Hello! I am Carlene and a new poster here on the Felting and Fiber Studio blog. I live in Carp which is part of Ottawa Canada. I am a member of the Ottawa Valley Weavers and Spinners Guild; the same guild that Jan Scott, Ann McElroy and Bernadette Quade belong to.
I am interested in a number of fiber arts including: crochet, knitting, spinning, felting and weaving. I will admit that spinning is my biggest passion and where I spend most of my time. I have been dabbling in weaving for a bit, using rigid heddle looms and taking some classes at the Ottawa Valley Weavers and Spinners Guild.
In June 2022 I managed to purchase a used Saori CH50 loom and since then my weaving has really taken off. I love the Saori philosophy and how well designed the loom is. Saori weaving is a free form style of weaving developed in Japan. You can learn more about the history of Saori online from Saori Global.
Here is my Saori loom. It is a cute little 2 harness loom with a small footprint similar to a card table. The official specs are as follows: Width: 69cm (26″), Depth: 61cm (24″), Height: 98cm (38″), Weight: 15.7kg (34.5lb), Weaving Width: 60cm (23″).
One of the neat innovations of the Saori looms is using a square back beam that allows you to slide a pre-wound warp onto the loom and speed up the warping process. You can buy pre-wound warps in a number of different thread counts (50, 100, 150, 200, 250 and 300 threads), lengths (3m, 6m, 12m and 30m) and fibre types (cotton, wool, or mixed fibers such as wool, cashmere, silk). The most affordable warps are plain black warps in either wool or cotton. This is a 100 end cotton warp that I recently put on my loom. The warp threads are taped to the square tube, then wound on under light tension with spacers inserted occasionally. At the end of the warp the ends are again taped down.
After putting the warp onto the back beam, I lifted the reed and beater out of the loom and set it aside. Then I untaped the warp threads from the roll and lifted them up over the back beam, over the middle castle of the loom and taped the threads to the loom shelf using green painters tape.

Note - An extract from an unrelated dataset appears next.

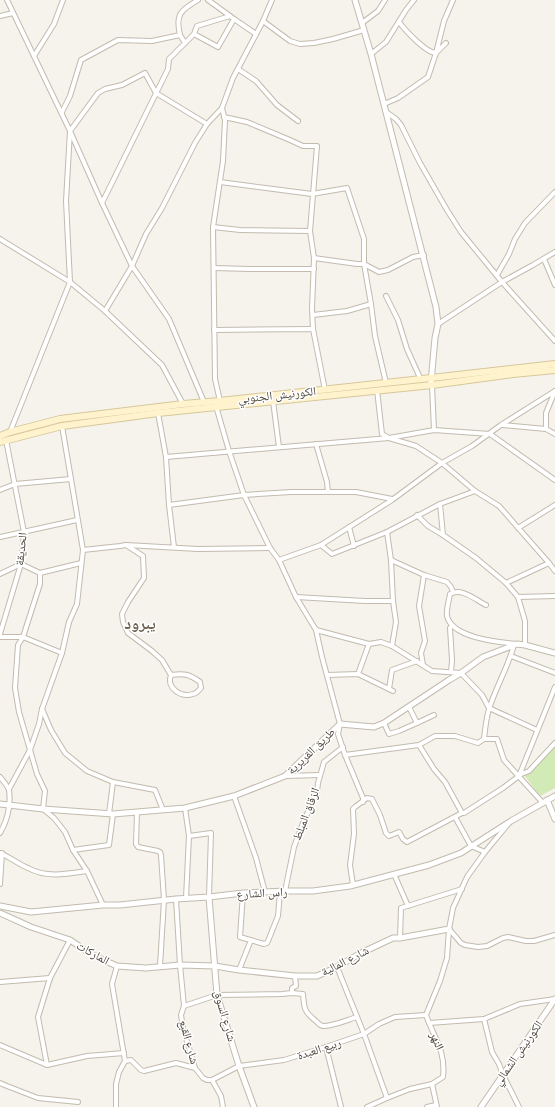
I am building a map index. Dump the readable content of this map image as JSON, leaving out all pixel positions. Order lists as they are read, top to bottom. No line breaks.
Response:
{"streets":{"main road":["الكورنيش الجنوبي"],"street":["الحديقة","طريق القريرية","الزقاق المبلط","راس الشارع","الماركات","شارع المالية","شارع السوق","النهر","شارع القبع","ربيع العبدة","الكورنيش الشمالي"]},"crossings":[["الكورنيش الجنوبي","الحديقة"],["الزقاق المبلط","راس الشارع"],["راس الشارع","شارع السوق"],["راس الشارع","شارع القبع"],["الماركات","شارع المالية"],["الماركات","شارع السوق"],["الماركات","شارع القبع"],["شارع المالية","شارع السوق"],["شارع السوق","ربيع العبدة"],["النهر","ربيع العبدة"],["شارع القبع","ربيع العبدة"]],"districts":["يبرود"]}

Next I did some quick counting and inserted some chip clips as markers. I wanted to thread from the middle outwards so that I could easily position the warp threads in the middle of the reed and the heddles on the shaft. After counting out the threads I carefully snipped a single thread from the tape, then threaded it through the inserted eye heddle on the rear shaft. I repeated this process with the the next thread and then threaded it through the inserted eye heddle on the front shaft. I then skipped a heddle in each shaft and then repeated this process to thread the next thread, all the way across the loom.

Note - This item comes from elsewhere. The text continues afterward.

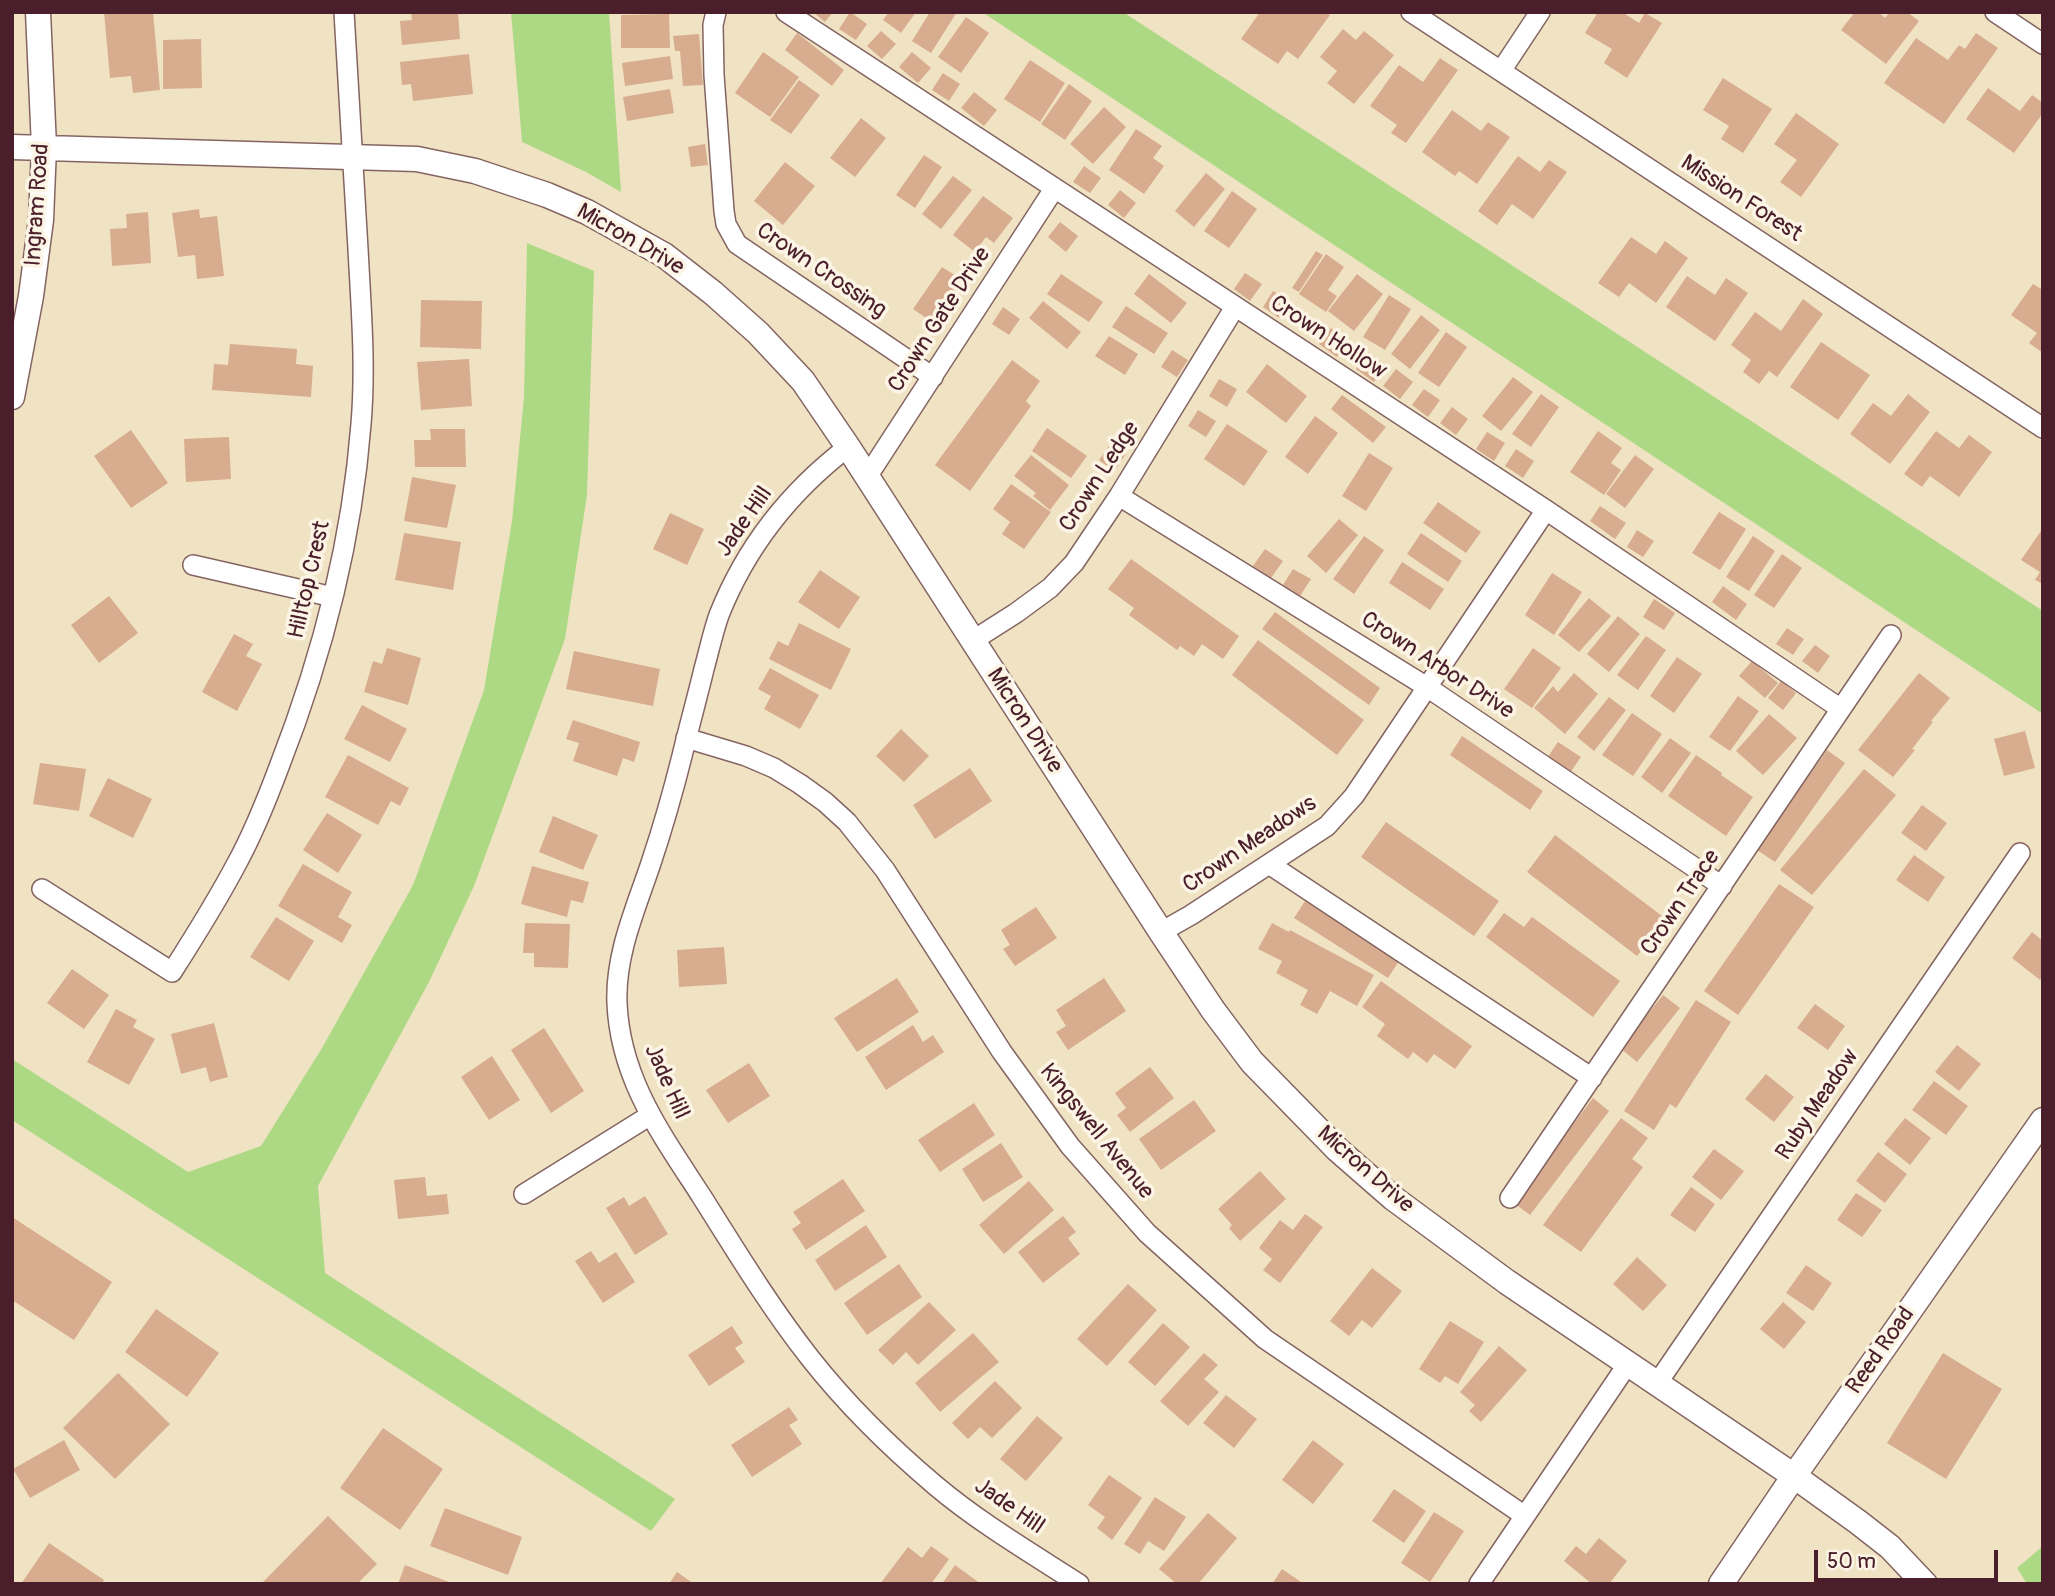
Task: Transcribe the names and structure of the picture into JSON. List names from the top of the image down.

In this next picture you can see all the black warp threads have been inserted through the heddles. I have used chip clips to keep the threads neat and tidy. There is a spare empty heddle between each of the threads.
I decided to add some supplementary warp threads to experiment with adding a bit of colour to my warp. I bought these Kumihimo bobbins to try. I wound cotton thread in various colours onto the bobbins.
Then I positioned the bobbins at the back of the loom and slowly threaded them into some of the empty heddles between warp threads. The placement of these threads was somewhat random. After adding in the supplementary warp threads I was ready to thread the reed. So I put the beater bar and reed back into the loom.
I used my threading hook to thread the reed and I did groups of 4 threads, then one empty space in the reed, then the next set of 4 threads. Chip clips were again used to keep the threads tidy.
After completing the threading it was time to tie onto the front beam and then start weaving. The warp threads are knotted onto the front beam. The blue yarn you see is a bit of scrap yarn at the beginning of the project to help space out the warp threads. The weft threads (the back and forth weaving threads) is some self striping wool/acrylic sock yarn (Kroy Socks Stripes in the colour Burnished Sierra). When you look at the back of the loom the Kumihimo bobbins with the supplementary warp threads are hanging off the back.
I wove a piece that was about 64″ on the loom. After taking it off the loom the piece measured 60.5″ x 20.5″. After washing the dimensions will shift again and there will be a bit more shrinkage.
After removing the blue waste yarn I trimmed the warp ends, knotted them together, then twisted the fringe. The result is a cowl for my Christmas gift pile. I still have one last step to do though. The fabric still needs to be washed to set the cloth and after washing it’ll need a quick press with the iron to make it look beautiful again. I have a stack of Christmas weaving waiting for washing and ironing. Luckily there is still a bit of time before Christmas to get it all done.
I got the stack weaving washed and realized that I had forgotten the step of sewing on labels. So today I sat down with the pile and sewed on tags. I have these nice vegan leather tags that I purchased off ETSY from FractalFocusStudios and I carefully sewed one on each item.
After putting the tag on I did a quick try on. Love it! My stack of scarves and cowls are now sitting in the pile of Christmas gifts. Soon they will all be adopted by new owners.